There's a lot that I love about being a mom, and a lot that I love about being a working mom, but my very favorite thing has to be picking up Landon from daycare at the end of the day. Even if he's in a terrible mood and fussy for the rest of the evening, those moments after I walk in the classroom are always happy. I start smiling as I get close to the center and I feel almost giddy as I walk down the hallway to his classroom.
Last Monday I picked him up early so his first day back wouldn't be too long. The room was empty, so I walked out to the playground and saw Landon roaming around with a bouquet of weeds held tightly in his little hand. His face lit up when he saw me and he raced over yelling, "Mama! Mama! Mama!" I got a big hug and asked if he was ready to go home. "No" he said, "Mama come." And we walked all around the playground together. I love how comfortable and happy he is there - he's excited to see me, but it's not like he's dying to leave, which is the perfect combination. We did finally head home, stopping at the park for a while to enjoy the unusually cool 75 degree weather.
My favorite Landon-ism of the week is his newfound love of holding my hand. On that same night, Landon and I were eating dinner alone because JP was coaching until 8. Partway through his pasta, Landon asked to hold my hand ("Mama hand. Peez") and we finished eating the meal one-handed in companionable quiet. Two has been an extraordinarily delightful age. He's so fun and smart and funny and independent- he's trying new things and doing more and more on his own, and yet there's such sweetness in the way he'll suddenly ask to hold my hand or want to snuggle in my lap on the couch. I think I fall a little bit more in love with him every day. I do the same with JP and sometimes I wonder how much more I can handle.

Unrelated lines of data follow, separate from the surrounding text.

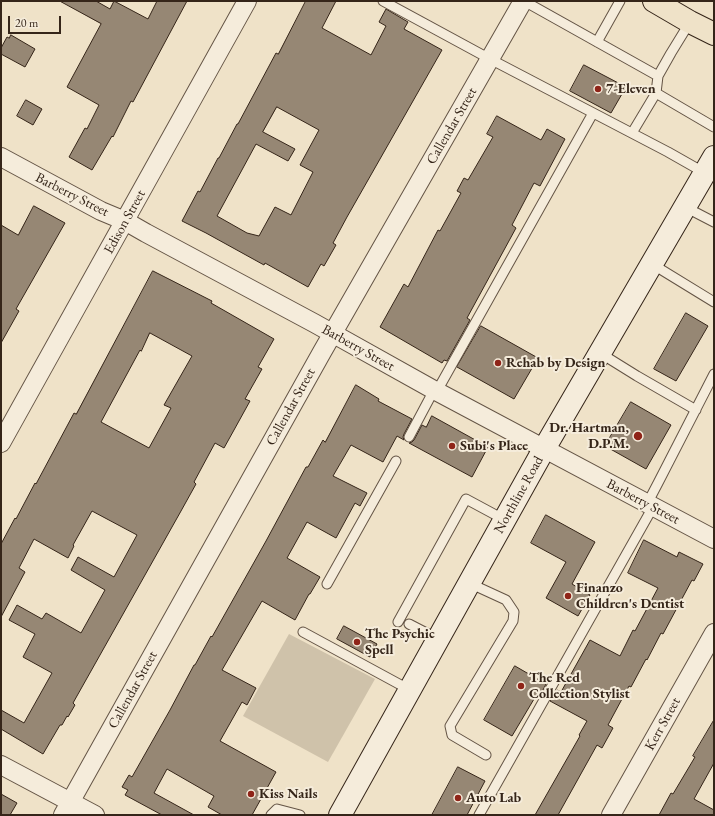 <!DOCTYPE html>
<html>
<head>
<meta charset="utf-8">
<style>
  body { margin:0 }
  #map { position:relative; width:715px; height:816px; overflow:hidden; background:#efe2c8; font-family:"EB Garamond",serif }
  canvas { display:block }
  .frame { position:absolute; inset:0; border:2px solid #352519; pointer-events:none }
  .scale { position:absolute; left:8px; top:16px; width:53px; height:18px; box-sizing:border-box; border:2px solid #352519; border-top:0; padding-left:5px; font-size:12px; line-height:14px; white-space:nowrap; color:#352519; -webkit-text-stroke:3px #f5ecdb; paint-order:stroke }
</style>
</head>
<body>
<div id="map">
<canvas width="715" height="816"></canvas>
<div class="frame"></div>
<div class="scale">20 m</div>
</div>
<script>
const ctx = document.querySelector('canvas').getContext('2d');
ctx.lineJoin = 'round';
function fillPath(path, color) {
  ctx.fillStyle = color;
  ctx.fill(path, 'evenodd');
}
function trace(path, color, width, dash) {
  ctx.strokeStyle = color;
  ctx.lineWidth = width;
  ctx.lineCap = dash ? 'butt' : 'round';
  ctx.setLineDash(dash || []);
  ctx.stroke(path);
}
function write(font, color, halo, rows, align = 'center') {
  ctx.font = font + ' "EB Garamond",serif';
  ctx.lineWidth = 4;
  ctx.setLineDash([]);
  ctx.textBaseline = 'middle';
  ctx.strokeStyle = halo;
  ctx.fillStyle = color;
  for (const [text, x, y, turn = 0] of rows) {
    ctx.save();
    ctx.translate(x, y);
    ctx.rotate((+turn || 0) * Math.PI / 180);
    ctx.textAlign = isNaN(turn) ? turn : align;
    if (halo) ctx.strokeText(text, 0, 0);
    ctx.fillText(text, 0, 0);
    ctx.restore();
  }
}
fillPath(new Path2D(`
  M 289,634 L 375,679 L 328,762 L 243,716 Z`), '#cfc2aa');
const building = new Path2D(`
  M 60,1 L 96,1 L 110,9 L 114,1 L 148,19 L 157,1 L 187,1 L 133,102 L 131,101 L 113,137 L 112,136 L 92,170 L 69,157 L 85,128 L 87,129 L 99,105 L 67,87 L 101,24 Z
  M 306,1 L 336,1 L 322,28 L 371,55 L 386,26 L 379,22 L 386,9 L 408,22 L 404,29 L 442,50 L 347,217 L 333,243 L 336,245 L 324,266 L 321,264 L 308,287 L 265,263 L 264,265 L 206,233 L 182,221 L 198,191 L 200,192 L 218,158 L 219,158 L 237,124 L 238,124 L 276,53 L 278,54 ZM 277,107 L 319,130 L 300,165 L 313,172 L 291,215 L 275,207 L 259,236 L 247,233 L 217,216 L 256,144 L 288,161 L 295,149 L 263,132 Z
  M 11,35 L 35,49 L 25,67 L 1,54 L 1,48 L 7,37 L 9,38 Z
  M 584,65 L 626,87 L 611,113 L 570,91 Z
  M 26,100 L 42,109 L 33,125 L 17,116 Z
  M 497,116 L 541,140 L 547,129 L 565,139 L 540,186 L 534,183 L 512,225 L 516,228 L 467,318 L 470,320 L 447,361 L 444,360 L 442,363 L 380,327 L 404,284 L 408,287 L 438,230 L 440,231 L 461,193 L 457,191 L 464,178 L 468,180 L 493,137 L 487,134 Z
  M 34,206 L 65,223 L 16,309 L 19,311 L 1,343 L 1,225 L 18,235 Z
  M 153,271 L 212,301 L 211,303 L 274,339 L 258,367 L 262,369 L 245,399 L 250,401 L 234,430 L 224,448 L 215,443 L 194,482 L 196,484 L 181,511 L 73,703 L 75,705 L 68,717 L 67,716 L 62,725 L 60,725 L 43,754 L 1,729 L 1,710 L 24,723 L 52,673 L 23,657 L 35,634 L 9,620 L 17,605 L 42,619 L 46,613 L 81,633 L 105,590 L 71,570 L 78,557 L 114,577 L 137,535 L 92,511 L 73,545 L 74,546 L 68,558 L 34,539 L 19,568 L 25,572 L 1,617 L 1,544 L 15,518 L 16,519 L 35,483 L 36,484 L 74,413 L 76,414 ZM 150,333 L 192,356 L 164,405 L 171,408 L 149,448 L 101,422 L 140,350 L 141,351 Z
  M 686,313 L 708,326 L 676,381 L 654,369 Z
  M 481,326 L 538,358 L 514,399 L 457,367 Z
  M 356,385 L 379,399 L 378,401 L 412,419 L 404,434 L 403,437 L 404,440 L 397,436 L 383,462 L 351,445 L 333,476 L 367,493 L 360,506 L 355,503 L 336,538 L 307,522 L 287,558 L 320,577 L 310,594 L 309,594 L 295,620 L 262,601 L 222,670 L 256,688 L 247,705 L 242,702 L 220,741 L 276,772 L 252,815 L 222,815 L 208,807 L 214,796 L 167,769 L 154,793 L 194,815 L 162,815 L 125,795 L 128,790 L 122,787 L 129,775 L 132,777 L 170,710 L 194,665 L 195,665 L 211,636 L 212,637 L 266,541 L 306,467 L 308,467 L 323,440 L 325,442 Z
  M 631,402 L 671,425 L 646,469 L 605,446 Z
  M 432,416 L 488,447 L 472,477 L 409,443 L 412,442 L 414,440 L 422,425 L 426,427 Z
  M 546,515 L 595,542 L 572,584 L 590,595 L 578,616 L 546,598 L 566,562 L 531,543 Z
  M 644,540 L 677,557 L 679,552 L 703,564 L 694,581 L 692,580 L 663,634 L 661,633 L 647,660 L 646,659 L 631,687 L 629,686 L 608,725 L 613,728 L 602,748 L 597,745 L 558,815 L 535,815 L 580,736 L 579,735 L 587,721 L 550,701 L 557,690 L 561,692 L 590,640 L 620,656 L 633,630 L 635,631 L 658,588 L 628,573 Z
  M 344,626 L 377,644 L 370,657 L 337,639 Z
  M 515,666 L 546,684 L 540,696 L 537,694 L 512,736 L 484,720 Z
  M 714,720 L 714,763 L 694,799 L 714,810 L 714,815 L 659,815 L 671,793 L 673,794 L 695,757 L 693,756 Z
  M 458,767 L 485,781 L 467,815 L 432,815 Z
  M 1,794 L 17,803 L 10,815 L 1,815 Z`);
fillPath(building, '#968774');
trace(building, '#352519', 1);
const lane = new Path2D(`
  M 383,1 L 490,59 L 668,152 L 705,173
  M 524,1 L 658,76 L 671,53 L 690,22
  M 597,42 L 620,1
  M 658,76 L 656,93 L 714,127
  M 632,133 L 656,93
  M 685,207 L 714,222
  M 652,264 L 714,302
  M 600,353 L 637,376 L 696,410
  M 437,391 L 593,113
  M 409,437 L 434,390
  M 647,504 L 658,483 L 714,374
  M 469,583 L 506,600 L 514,612 L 513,621 L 450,726 L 452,735 L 486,755
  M 327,584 L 396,461
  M 398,622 L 466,499 L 505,520
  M 409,624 L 438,639
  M 303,632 L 410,690
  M 271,815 L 277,809 L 300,815
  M 479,815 L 653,507`);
const street = new Path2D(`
  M 1,157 L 101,211 L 125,221 L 146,233 L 314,323 L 434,390 L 714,539
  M 1,443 L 247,1
  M 1,765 L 95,815
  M 63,815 L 322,352 L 523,1
  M 611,815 L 714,633`);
const secondary = new Path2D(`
  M 340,815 L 544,449 L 714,157`);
const primary = new Path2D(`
  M 654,1 L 690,22 L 714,34`);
trace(lane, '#645445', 11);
trace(street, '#645445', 20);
trace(secondary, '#352519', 24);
trace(primary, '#352519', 24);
trace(lane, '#f5ecdb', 9);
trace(street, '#f5ecdb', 18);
trace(secondary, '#f5ecdb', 22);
trace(primary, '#efe2c8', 22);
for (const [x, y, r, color] of [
  [598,89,4,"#8f2418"],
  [498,363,4,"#8f2418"],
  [638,436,5,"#8f2418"],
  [452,446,4,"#8f2418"],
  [568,596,4,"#8f2418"],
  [357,642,4,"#8f2418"],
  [521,686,4,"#8f2418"],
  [251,794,4,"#8f2418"],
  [458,798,4,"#8f2418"]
]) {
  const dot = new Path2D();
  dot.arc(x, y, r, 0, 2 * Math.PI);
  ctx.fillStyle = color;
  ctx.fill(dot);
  trace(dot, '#f5ecdb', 1.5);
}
write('bold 14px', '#352519', '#f5ecdb', [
  ["7-Eleven",606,89],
  ["Rehab by Design",506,363],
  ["Dr. Hartman,",629,428,"right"],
  ["D.P.M.",629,444,"right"],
  ["Subi's Place",460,446],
  ["Finanzo",576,588],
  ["Children's Dentist",576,604],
  ["The Psychic",365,634],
  ["Spell",365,650],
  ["The Red",529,678],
  ["Collection Stylist",529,694],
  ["Kiss Nails",259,794],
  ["Auto Lab",466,798]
], 'left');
write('14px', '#352519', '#f5ecdb', [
  ["Callendar Street",452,126,-60],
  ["Barberry Street",72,195,27],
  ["Edison Street",125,222,-61],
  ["Barberry Street",358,348,29],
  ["Callendar Street",291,407,-61],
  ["Northline Road",519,495,-61],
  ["Barberry Street",643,502,28],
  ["Callendar Street",133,690,-61],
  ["Kerr Street",663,724,-61]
]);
</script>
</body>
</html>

We've been talking a lot lately about baby #2 and each day that Landon is so perfect it's a mark in both columns- on the one hand, I can't wait to love another child this much and experience this all over again. But on the other, I'm not ready to divide my time with him. There's so many quiet moments that we share together and I love that when I'm home, I'm his. Maybe it's in part because of our rough first year together, but in the past year I've truly fallen in love with being his mother, rather than just being in love with him. So while I look forward to seeing him play with his younger brother or sister, and I look forward to seeing our family grow, I'm just not ready for him to share me. Not yet.